Start of Material provided

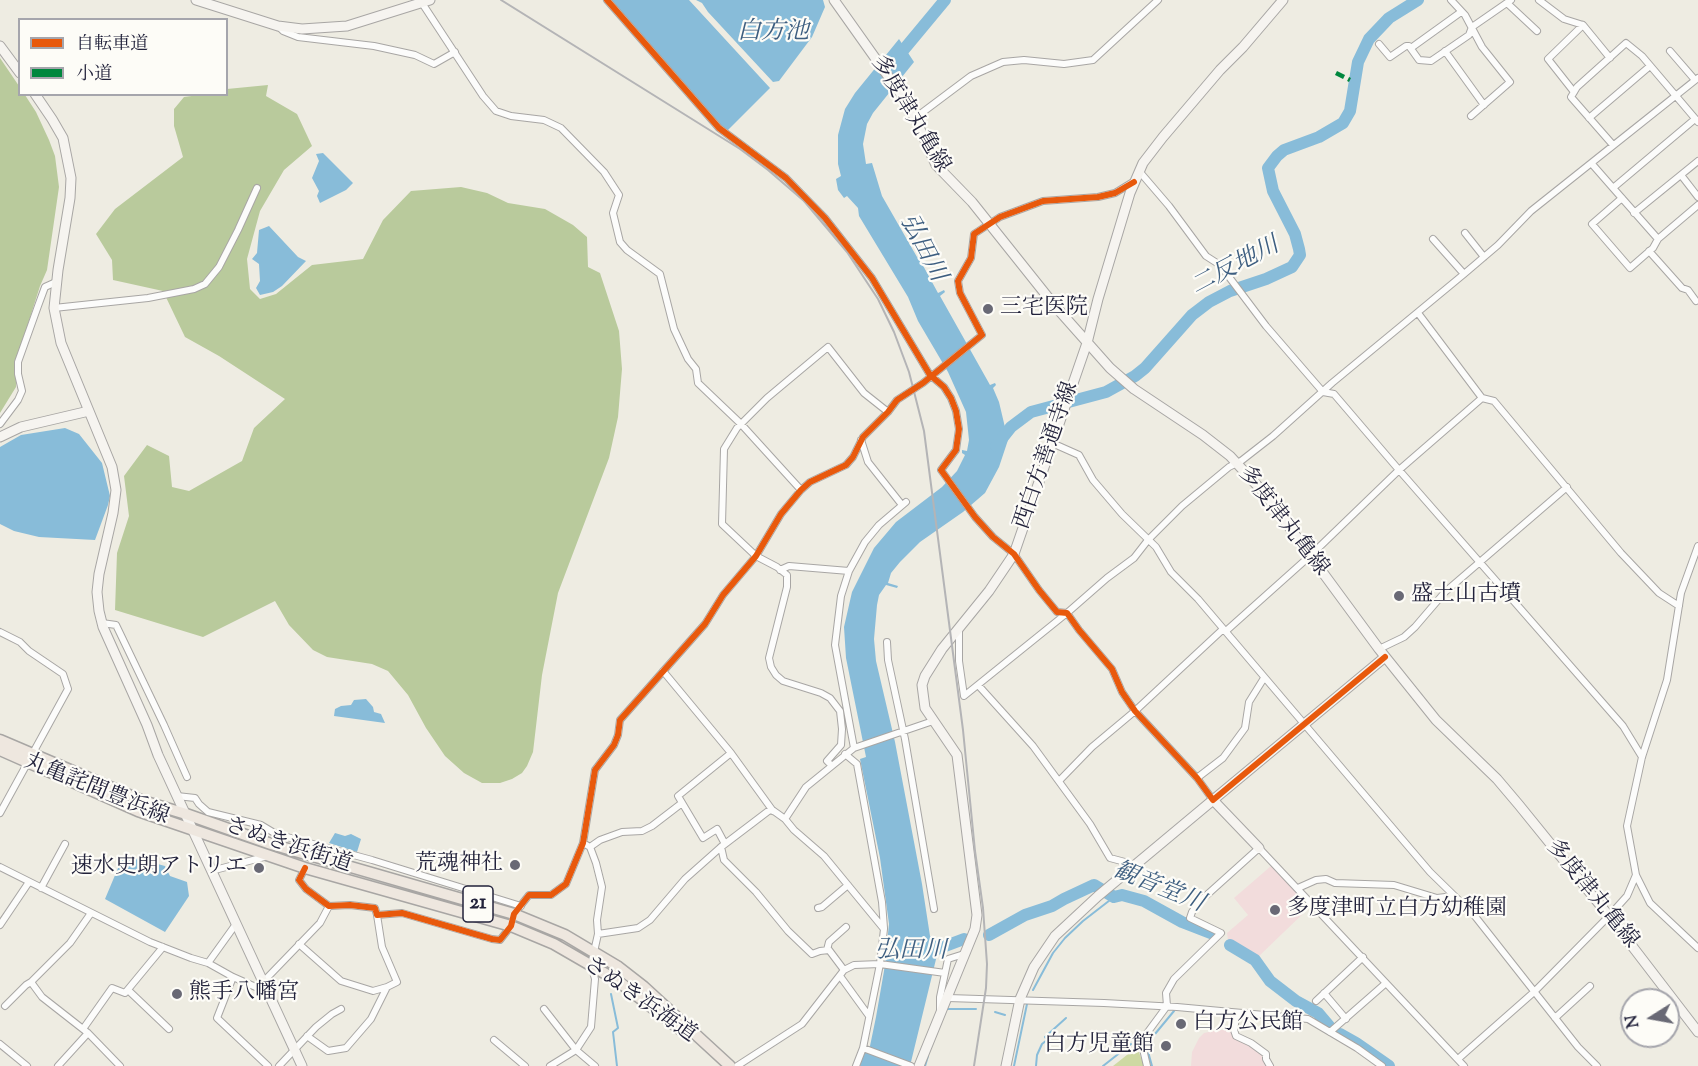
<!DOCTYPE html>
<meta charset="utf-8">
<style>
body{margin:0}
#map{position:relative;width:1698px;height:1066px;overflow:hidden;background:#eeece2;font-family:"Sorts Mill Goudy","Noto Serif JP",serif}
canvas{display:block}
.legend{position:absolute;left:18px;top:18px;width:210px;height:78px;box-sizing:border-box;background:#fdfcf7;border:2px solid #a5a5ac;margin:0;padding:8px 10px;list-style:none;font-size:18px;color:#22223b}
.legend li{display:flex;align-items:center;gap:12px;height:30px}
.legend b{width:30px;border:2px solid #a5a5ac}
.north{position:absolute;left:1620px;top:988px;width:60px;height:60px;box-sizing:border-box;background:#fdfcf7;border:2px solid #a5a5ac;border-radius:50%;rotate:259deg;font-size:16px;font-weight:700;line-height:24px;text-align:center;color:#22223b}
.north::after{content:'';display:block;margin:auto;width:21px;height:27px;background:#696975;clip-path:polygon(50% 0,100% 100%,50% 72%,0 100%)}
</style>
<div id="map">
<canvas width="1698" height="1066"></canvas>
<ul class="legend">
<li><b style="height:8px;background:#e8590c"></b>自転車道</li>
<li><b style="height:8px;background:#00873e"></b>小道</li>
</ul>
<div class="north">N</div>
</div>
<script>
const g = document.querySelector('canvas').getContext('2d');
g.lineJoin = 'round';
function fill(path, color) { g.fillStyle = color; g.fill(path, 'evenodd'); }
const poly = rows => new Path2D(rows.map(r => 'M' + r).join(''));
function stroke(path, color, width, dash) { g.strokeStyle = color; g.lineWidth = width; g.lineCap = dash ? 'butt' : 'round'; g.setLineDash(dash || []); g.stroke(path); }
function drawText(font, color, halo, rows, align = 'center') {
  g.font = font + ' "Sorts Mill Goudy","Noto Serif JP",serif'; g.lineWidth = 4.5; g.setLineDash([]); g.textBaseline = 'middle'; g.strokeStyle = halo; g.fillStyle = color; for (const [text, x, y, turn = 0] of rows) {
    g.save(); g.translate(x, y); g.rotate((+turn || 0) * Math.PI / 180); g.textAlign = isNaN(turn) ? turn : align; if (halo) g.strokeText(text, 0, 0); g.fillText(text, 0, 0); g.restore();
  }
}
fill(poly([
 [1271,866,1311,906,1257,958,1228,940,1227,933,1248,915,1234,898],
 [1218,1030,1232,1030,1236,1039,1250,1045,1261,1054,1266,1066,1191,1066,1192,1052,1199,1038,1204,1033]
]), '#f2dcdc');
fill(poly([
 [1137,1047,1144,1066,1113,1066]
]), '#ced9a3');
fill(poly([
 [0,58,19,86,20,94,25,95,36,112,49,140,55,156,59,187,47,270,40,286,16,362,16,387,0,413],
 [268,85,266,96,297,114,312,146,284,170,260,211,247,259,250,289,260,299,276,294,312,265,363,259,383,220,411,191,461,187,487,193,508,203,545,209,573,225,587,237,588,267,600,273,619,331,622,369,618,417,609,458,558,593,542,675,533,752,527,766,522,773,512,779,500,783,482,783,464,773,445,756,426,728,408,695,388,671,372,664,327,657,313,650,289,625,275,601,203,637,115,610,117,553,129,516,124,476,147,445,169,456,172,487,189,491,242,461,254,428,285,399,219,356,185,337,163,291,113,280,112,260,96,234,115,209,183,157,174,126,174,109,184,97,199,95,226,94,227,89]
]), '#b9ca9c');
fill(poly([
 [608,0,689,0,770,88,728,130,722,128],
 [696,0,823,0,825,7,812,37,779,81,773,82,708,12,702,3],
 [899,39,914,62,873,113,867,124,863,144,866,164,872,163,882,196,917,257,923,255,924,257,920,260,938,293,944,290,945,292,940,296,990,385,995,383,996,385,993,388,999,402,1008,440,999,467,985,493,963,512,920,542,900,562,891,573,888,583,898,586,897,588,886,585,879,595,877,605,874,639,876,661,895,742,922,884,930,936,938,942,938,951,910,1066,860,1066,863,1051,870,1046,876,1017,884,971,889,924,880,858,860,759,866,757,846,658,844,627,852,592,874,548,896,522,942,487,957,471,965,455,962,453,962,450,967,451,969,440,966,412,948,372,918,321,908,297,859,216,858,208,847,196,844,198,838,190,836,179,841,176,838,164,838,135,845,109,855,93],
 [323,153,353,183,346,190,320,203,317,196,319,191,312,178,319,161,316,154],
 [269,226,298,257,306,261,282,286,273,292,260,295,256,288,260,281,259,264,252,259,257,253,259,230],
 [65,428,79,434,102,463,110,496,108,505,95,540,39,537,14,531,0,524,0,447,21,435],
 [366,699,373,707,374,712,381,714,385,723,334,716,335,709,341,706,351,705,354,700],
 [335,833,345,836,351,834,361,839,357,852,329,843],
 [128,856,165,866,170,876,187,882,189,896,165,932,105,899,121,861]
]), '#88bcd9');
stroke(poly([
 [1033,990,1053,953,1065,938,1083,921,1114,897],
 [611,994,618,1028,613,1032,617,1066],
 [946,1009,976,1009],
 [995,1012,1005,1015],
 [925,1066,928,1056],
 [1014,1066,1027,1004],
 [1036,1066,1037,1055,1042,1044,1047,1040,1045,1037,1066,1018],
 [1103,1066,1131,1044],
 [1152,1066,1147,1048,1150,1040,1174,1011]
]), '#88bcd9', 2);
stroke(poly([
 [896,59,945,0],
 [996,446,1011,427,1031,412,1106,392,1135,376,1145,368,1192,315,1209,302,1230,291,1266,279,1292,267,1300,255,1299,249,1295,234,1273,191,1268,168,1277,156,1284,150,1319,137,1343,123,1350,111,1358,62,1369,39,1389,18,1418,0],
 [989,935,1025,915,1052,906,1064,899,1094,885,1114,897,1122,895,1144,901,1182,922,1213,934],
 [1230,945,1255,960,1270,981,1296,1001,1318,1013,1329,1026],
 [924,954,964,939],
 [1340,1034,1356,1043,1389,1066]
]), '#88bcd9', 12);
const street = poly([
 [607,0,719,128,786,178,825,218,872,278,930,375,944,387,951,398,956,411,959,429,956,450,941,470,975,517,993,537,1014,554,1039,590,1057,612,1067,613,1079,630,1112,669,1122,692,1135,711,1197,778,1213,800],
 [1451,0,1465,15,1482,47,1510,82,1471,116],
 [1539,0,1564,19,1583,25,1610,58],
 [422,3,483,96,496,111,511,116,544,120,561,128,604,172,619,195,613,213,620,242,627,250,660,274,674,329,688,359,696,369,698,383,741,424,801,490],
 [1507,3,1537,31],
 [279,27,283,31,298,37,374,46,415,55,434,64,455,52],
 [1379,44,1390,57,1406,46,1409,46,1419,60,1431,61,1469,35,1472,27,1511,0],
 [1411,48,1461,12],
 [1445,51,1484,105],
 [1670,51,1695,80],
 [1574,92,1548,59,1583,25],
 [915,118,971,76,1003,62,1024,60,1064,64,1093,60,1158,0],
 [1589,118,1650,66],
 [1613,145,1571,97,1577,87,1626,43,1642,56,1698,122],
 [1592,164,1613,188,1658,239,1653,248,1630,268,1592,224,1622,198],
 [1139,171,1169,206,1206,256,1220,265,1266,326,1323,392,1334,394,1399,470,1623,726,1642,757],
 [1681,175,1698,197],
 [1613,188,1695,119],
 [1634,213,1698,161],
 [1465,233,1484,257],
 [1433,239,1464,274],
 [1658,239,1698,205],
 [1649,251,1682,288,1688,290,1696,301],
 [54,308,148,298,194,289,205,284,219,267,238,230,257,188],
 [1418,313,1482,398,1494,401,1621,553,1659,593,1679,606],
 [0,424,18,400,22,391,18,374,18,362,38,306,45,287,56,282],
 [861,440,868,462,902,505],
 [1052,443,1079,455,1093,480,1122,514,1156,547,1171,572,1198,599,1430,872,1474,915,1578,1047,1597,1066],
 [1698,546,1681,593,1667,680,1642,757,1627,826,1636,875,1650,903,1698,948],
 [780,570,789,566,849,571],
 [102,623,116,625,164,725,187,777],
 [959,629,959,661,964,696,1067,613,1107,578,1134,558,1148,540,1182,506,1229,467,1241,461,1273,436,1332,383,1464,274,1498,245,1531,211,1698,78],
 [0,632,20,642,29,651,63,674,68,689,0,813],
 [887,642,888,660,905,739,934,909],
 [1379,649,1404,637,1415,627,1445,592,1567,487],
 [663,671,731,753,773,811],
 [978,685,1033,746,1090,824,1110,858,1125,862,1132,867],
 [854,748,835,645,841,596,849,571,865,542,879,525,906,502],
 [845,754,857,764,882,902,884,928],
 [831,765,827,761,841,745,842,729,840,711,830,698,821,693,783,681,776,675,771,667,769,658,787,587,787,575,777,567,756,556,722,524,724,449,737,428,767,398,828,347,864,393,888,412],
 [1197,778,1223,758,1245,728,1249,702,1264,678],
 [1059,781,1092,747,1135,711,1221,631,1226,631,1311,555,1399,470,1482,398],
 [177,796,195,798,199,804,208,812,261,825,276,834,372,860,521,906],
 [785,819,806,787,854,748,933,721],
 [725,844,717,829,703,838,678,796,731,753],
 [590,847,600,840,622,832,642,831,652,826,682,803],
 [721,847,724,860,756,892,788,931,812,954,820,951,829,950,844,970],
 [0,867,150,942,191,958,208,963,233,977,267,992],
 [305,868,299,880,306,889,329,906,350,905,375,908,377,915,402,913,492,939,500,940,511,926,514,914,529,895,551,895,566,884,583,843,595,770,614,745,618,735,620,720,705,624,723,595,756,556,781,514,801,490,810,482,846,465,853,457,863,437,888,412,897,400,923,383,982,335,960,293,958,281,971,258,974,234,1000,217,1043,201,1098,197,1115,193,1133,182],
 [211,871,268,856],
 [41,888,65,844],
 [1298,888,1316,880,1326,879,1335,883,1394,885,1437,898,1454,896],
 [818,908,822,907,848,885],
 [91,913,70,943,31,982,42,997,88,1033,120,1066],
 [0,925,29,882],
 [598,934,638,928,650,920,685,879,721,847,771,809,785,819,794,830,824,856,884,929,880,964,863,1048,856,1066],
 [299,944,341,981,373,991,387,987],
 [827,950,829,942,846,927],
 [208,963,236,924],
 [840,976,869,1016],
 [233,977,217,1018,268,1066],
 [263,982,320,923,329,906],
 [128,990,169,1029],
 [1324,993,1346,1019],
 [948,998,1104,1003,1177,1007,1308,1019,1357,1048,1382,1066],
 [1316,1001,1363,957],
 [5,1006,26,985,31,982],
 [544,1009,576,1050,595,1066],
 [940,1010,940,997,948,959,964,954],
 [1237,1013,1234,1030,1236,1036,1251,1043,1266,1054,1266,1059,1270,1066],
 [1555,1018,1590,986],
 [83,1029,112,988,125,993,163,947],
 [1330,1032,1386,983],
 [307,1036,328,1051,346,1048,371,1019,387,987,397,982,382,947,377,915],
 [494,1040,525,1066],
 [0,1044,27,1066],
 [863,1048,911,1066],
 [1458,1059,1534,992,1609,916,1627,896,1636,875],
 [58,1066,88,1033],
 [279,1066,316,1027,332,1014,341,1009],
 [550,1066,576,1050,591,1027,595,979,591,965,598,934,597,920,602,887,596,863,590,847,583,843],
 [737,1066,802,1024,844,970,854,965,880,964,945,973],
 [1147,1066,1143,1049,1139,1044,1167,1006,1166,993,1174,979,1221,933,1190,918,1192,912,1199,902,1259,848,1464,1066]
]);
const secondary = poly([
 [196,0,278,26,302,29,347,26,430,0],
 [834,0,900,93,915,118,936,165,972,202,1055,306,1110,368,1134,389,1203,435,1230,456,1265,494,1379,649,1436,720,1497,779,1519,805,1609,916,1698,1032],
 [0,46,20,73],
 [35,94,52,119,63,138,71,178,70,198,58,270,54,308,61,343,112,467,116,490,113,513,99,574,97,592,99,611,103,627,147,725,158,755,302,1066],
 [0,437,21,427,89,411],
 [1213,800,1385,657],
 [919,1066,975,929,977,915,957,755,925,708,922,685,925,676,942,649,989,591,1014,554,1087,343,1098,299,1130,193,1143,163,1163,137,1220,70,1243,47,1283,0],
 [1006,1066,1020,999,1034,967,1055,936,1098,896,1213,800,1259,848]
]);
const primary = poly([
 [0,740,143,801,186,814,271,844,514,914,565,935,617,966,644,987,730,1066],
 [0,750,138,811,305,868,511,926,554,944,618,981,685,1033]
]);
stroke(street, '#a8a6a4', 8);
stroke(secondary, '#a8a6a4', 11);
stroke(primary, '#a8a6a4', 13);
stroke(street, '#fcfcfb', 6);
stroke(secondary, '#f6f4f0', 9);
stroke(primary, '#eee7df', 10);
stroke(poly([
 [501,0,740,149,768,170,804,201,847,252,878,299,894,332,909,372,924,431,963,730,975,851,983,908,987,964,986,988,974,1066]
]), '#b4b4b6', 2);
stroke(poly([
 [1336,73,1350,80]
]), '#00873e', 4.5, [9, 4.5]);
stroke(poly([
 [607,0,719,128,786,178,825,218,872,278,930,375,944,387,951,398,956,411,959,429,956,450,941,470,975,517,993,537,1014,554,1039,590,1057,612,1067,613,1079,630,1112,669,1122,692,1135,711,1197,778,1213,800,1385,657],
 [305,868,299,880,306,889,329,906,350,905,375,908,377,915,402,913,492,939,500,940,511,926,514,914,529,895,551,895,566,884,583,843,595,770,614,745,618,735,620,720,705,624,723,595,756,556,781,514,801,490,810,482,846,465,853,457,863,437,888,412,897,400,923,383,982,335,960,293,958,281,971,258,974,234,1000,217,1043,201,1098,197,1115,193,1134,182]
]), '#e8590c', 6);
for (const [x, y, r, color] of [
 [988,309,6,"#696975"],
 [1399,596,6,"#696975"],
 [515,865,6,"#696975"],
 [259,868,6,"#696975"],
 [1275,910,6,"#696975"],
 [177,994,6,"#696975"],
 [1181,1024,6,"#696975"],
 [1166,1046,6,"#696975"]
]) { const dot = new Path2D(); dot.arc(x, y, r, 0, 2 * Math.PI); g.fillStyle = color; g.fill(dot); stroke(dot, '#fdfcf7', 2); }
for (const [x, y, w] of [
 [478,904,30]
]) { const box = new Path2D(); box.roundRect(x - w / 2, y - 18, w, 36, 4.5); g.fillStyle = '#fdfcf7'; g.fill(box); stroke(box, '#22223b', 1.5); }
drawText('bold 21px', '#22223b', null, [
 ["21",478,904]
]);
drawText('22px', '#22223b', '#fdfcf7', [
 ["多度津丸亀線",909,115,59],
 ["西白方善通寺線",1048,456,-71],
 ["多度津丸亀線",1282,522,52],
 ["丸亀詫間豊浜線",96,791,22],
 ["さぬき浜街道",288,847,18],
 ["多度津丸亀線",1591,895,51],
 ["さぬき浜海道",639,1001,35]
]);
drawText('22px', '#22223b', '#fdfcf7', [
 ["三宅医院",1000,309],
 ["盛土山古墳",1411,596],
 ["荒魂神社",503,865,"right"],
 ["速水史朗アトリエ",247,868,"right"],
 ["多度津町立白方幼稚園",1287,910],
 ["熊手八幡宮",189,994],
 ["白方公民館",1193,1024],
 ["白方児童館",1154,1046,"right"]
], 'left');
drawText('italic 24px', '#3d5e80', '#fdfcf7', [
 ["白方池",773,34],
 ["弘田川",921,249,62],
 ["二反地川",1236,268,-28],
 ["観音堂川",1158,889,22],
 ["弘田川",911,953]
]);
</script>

End of Material provided

_Activity_
Working through the entries above, copy every line in which "setLineDash" is found.

_Answer to the exercise_
function stroke(path, color, width, dash) { g.strokeStyle = color; g.lineWidth = width; g.lineCap = dash ? 'butt' : 'round'; g.setLineDash(dash || []); g.stroke(path); }
  g.font = font + ' "Sorts Mill Goudy","Noto Serif JP",serif'; g.lineWidth = 4.5; g.setLineDash([]); g.textBaseline = 'middle'; g.strokeStyle = halo; g.fillStyle = color; for (const [text, x, y, turn = 0] of rows) {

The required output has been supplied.